Ocean Currents Accelerating
The map here was created from a composite of readings from satellites and marine vessels. From Science Magazine:
The oceans’ great continent-wrapping currents, each one moving as much water as all the world’s rivers combined, can rightly be considered the planet’s circulatory system. And this circulation, it appears, has started to thump faster: For nearly 25 years the currents have been rapidly speeding up, partly because of global warming.
That’s the conclusion of a new paper today in Science Advances. Based on observations combined with models, the authors claim that from 1990 to 2013, the energy of the currents increased by some 15% per decade. “This is a really huge increase,” says Susan Wijffels, an oceanographer at the Woods Hole Oceanographic Institution. “It’s going to stimulate a lot of other work.” If the acceleration is real, it could affect jet streams, weather patterns, and the amount of heat stored in the ocean’s depths.
This is a good example of the long and tedious process by which science wraps its wits around the myriad effects that a warming planet has on natural phenomena.
I’m guessing this particular finding might actually be a net positive, given our concern about a possible reversal of the gulf stream current due to weakening in thermohaline circulation.
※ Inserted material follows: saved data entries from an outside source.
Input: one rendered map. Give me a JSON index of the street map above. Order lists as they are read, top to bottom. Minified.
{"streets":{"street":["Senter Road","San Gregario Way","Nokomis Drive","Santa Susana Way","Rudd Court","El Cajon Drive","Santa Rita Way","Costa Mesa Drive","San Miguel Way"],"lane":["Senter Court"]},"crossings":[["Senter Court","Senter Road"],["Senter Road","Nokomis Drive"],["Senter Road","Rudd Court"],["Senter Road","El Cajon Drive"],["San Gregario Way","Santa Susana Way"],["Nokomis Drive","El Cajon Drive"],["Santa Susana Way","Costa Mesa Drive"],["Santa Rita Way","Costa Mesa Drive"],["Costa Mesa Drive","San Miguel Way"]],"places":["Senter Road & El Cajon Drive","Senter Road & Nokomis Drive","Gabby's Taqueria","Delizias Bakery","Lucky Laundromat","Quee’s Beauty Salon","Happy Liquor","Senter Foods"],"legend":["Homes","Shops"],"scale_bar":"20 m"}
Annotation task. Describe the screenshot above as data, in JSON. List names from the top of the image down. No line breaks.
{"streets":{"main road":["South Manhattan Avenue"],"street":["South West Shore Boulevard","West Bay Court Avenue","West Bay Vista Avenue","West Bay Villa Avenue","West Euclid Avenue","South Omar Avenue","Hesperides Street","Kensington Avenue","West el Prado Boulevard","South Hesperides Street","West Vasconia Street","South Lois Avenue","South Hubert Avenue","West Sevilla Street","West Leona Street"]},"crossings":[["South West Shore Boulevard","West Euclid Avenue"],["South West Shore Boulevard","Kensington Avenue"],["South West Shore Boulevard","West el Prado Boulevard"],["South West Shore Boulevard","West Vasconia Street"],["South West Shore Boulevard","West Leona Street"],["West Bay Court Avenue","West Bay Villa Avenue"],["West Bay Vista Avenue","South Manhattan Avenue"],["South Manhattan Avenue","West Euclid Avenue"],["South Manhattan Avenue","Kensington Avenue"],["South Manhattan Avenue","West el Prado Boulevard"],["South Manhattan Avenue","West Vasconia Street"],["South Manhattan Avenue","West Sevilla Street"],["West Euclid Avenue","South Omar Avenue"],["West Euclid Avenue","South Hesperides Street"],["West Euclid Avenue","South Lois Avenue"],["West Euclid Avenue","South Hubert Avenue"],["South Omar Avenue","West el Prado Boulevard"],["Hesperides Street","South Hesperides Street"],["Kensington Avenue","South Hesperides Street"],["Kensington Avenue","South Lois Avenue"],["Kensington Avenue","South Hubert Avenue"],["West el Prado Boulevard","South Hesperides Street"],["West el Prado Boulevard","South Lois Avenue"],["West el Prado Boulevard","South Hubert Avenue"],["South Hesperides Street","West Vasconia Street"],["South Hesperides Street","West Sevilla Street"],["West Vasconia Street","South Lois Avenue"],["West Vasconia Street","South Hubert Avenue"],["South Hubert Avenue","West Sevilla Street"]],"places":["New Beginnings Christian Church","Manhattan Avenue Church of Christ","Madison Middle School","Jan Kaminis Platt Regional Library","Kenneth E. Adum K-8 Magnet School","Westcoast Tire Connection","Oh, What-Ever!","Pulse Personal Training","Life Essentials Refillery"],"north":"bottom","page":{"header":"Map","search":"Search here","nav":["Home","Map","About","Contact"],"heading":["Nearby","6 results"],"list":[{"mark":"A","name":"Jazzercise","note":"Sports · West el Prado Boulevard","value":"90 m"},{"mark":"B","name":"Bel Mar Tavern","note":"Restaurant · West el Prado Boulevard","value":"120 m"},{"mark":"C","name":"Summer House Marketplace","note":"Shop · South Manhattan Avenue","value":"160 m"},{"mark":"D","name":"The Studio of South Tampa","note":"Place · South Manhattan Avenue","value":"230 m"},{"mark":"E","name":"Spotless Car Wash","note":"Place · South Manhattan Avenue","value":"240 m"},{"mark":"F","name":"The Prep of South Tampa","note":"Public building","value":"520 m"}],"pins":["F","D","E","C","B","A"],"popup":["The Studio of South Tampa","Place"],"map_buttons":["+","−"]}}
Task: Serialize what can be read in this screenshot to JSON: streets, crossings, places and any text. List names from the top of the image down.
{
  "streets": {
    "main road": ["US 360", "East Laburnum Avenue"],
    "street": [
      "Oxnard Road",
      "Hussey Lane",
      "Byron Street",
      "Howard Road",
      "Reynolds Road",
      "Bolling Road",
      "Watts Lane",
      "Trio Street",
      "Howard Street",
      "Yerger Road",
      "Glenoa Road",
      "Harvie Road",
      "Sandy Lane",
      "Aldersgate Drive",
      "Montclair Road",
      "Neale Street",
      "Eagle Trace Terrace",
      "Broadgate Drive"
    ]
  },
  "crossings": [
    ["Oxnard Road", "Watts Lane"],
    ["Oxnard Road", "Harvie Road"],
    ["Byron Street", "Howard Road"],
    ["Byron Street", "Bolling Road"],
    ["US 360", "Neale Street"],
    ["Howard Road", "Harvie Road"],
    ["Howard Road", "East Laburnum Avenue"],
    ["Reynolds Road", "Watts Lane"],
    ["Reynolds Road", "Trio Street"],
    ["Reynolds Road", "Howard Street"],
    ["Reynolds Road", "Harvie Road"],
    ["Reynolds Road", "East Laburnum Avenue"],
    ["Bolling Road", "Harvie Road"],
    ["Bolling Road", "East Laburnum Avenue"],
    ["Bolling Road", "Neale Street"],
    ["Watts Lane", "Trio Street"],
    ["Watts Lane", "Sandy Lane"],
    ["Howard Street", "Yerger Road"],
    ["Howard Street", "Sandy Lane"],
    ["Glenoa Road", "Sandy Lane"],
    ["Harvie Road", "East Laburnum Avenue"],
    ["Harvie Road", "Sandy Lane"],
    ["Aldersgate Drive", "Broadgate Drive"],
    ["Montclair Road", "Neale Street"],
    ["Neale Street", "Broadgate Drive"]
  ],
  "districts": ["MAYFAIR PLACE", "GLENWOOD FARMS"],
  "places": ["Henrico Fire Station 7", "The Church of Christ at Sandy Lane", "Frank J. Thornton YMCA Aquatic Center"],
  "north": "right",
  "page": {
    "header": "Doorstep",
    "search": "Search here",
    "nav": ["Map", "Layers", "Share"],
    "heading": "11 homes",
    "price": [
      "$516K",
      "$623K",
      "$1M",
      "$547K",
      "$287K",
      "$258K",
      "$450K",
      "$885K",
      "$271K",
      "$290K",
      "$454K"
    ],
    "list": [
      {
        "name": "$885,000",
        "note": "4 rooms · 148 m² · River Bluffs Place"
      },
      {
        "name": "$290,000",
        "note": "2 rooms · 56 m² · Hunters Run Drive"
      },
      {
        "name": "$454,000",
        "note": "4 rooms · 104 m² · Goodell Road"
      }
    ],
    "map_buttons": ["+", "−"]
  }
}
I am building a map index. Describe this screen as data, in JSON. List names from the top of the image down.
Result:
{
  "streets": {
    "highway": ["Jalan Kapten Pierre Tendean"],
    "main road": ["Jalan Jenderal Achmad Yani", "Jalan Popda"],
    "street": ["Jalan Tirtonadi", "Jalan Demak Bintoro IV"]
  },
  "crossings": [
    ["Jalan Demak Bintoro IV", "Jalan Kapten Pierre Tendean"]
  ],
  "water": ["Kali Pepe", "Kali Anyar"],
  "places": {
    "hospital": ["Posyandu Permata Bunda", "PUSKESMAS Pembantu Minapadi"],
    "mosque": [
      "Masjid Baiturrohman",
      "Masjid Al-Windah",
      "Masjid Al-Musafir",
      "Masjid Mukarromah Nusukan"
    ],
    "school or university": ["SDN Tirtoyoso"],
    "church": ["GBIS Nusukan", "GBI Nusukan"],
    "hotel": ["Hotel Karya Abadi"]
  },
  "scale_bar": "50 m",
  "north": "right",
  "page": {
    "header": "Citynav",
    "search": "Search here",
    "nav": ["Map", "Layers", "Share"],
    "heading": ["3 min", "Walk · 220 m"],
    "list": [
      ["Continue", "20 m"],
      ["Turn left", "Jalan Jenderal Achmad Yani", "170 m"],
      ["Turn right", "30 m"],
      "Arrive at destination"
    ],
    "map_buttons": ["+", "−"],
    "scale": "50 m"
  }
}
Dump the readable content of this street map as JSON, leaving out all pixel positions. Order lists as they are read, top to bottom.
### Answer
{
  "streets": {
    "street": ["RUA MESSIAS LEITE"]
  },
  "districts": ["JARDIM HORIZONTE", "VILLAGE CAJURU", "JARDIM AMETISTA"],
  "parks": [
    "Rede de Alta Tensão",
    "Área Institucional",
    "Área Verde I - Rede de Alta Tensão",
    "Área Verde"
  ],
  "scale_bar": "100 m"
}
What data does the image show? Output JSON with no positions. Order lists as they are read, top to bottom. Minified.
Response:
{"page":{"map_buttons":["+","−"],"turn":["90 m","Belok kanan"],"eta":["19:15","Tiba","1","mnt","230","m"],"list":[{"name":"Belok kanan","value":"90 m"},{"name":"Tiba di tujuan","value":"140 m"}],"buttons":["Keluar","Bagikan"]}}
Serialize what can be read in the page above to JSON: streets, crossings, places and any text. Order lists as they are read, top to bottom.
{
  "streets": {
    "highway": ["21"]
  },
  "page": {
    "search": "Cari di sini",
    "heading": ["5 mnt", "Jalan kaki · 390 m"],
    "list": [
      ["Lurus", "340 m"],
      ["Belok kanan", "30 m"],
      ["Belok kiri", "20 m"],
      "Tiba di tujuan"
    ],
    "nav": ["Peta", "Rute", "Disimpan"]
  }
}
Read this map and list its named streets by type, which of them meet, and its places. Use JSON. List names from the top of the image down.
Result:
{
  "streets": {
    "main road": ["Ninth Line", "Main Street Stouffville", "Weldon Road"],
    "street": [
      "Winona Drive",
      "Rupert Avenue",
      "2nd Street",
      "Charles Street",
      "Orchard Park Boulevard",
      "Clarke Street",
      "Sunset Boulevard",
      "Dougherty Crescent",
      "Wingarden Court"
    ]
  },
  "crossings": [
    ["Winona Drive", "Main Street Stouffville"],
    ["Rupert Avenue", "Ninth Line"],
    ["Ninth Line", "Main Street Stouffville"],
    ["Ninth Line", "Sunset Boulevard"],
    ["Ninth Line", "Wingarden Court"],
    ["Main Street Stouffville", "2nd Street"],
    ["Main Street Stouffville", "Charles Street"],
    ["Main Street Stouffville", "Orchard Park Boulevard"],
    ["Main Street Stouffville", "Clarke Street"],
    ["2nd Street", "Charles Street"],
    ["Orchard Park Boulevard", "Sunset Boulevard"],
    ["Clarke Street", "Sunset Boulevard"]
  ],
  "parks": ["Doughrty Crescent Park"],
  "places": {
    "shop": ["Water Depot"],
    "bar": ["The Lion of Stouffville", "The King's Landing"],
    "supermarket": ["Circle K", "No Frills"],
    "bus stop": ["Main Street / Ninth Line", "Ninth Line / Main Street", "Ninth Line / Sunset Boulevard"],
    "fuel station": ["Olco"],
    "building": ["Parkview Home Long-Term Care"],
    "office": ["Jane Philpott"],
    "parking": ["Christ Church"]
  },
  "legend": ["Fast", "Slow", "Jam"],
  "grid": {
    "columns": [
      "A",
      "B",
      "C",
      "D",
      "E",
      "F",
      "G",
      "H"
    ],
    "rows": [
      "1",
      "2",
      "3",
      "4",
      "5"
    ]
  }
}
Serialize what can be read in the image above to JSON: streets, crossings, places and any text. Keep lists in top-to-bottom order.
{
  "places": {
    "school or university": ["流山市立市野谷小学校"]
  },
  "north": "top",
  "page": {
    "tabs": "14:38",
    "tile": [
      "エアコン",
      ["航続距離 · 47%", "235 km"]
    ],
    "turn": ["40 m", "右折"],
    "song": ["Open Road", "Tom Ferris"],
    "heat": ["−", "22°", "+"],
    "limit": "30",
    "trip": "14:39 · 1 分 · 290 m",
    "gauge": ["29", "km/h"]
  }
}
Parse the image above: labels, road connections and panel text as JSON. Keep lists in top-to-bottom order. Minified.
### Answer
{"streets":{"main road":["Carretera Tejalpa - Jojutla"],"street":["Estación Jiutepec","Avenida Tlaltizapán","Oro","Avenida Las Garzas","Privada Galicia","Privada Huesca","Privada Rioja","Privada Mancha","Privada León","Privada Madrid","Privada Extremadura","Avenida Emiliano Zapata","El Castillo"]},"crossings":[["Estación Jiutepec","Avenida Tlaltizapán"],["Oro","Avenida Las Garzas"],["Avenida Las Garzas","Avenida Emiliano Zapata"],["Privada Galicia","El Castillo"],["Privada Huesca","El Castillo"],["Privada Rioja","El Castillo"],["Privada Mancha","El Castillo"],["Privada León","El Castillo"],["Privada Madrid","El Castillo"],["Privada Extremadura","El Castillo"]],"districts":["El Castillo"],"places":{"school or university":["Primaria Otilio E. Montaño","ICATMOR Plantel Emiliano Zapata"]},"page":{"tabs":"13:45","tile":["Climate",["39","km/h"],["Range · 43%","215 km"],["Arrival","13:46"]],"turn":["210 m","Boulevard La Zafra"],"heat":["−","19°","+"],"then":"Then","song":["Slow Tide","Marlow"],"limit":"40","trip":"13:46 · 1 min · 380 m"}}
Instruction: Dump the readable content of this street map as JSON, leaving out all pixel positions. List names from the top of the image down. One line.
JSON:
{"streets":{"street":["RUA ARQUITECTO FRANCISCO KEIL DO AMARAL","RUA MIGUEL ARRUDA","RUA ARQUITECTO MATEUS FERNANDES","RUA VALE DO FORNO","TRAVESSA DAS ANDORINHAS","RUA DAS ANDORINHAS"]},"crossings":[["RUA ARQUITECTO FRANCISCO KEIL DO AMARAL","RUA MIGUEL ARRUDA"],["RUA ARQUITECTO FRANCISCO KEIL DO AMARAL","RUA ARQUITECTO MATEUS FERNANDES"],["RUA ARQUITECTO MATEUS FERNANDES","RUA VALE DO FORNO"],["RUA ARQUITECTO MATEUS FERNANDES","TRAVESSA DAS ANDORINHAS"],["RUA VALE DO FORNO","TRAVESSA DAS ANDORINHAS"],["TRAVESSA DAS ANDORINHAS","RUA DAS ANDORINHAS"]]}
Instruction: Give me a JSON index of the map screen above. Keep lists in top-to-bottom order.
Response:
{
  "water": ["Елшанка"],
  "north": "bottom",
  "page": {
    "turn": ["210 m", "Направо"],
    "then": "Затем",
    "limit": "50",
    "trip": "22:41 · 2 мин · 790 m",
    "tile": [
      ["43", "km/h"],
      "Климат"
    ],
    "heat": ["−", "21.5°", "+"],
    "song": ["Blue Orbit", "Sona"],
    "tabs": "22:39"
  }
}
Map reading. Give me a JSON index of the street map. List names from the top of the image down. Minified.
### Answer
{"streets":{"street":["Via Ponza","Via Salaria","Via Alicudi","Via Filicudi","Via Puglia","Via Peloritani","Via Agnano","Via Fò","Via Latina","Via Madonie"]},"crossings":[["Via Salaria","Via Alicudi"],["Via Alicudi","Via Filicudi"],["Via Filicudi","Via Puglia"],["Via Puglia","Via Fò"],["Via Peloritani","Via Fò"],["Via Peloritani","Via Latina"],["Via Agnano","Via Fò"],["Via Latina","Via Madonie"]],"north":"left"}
This, of course, is what provides a great deal of heat to the regions that surround the North Atlantic, Europe in particular.
If any oceanographers out there want to weigh in on this, that would be great.
Craig,
Curious!
Science Magazine, published by the American Association for the Advancement of Science states “Ocean Currents are accelerating”.
However;
Inside Climate News, (A Pulitzer Prize-winning, non-profit, non-partisan news organization dedicated to covering climate change, energy and the environment), is equally emphatic that:
“Scientists have found new evidence that the Atlantic Ocean’s circulation has slowed by about 15 percent since the middle of the last century. If it continues to slow, that could have profound consequences for Earth’s inhabitants”.
[https://insideclimatenews.org/news/07052018/atlantic-ocean-circulation-slowing-climate-change-heat-temperature-rainfall-fish-why-you-should-care]
Who is correct, and who is wrong? Can they both be right?
What is happening here?
Well, it may be exactl7y that. Both are partly right and partly wrong!
As any Master Mariner knows, ocean currents fluctuate from time to time very widely in speed and even direction.
The ocean currents are complex and not altogether fully understood.
All kinds of factors and forces govern and affect the ocean currents. Wind, Coriolis, breaking waves, cabbeling, temperature,salinity, gravity, depth contours, earthquakes, under water volcanic activity, shoreline configurations,interactions with other currents, and a myriad of other factors.
The terrain of the planet, both underwater and on land is constantly changing. Some of the changes occur quickly, others over millennia.
Currents, like rivers, can he agents of change to the terrain.
It’s always a danger to interpret every natural occurrence through the narrow prism of “climate Change”.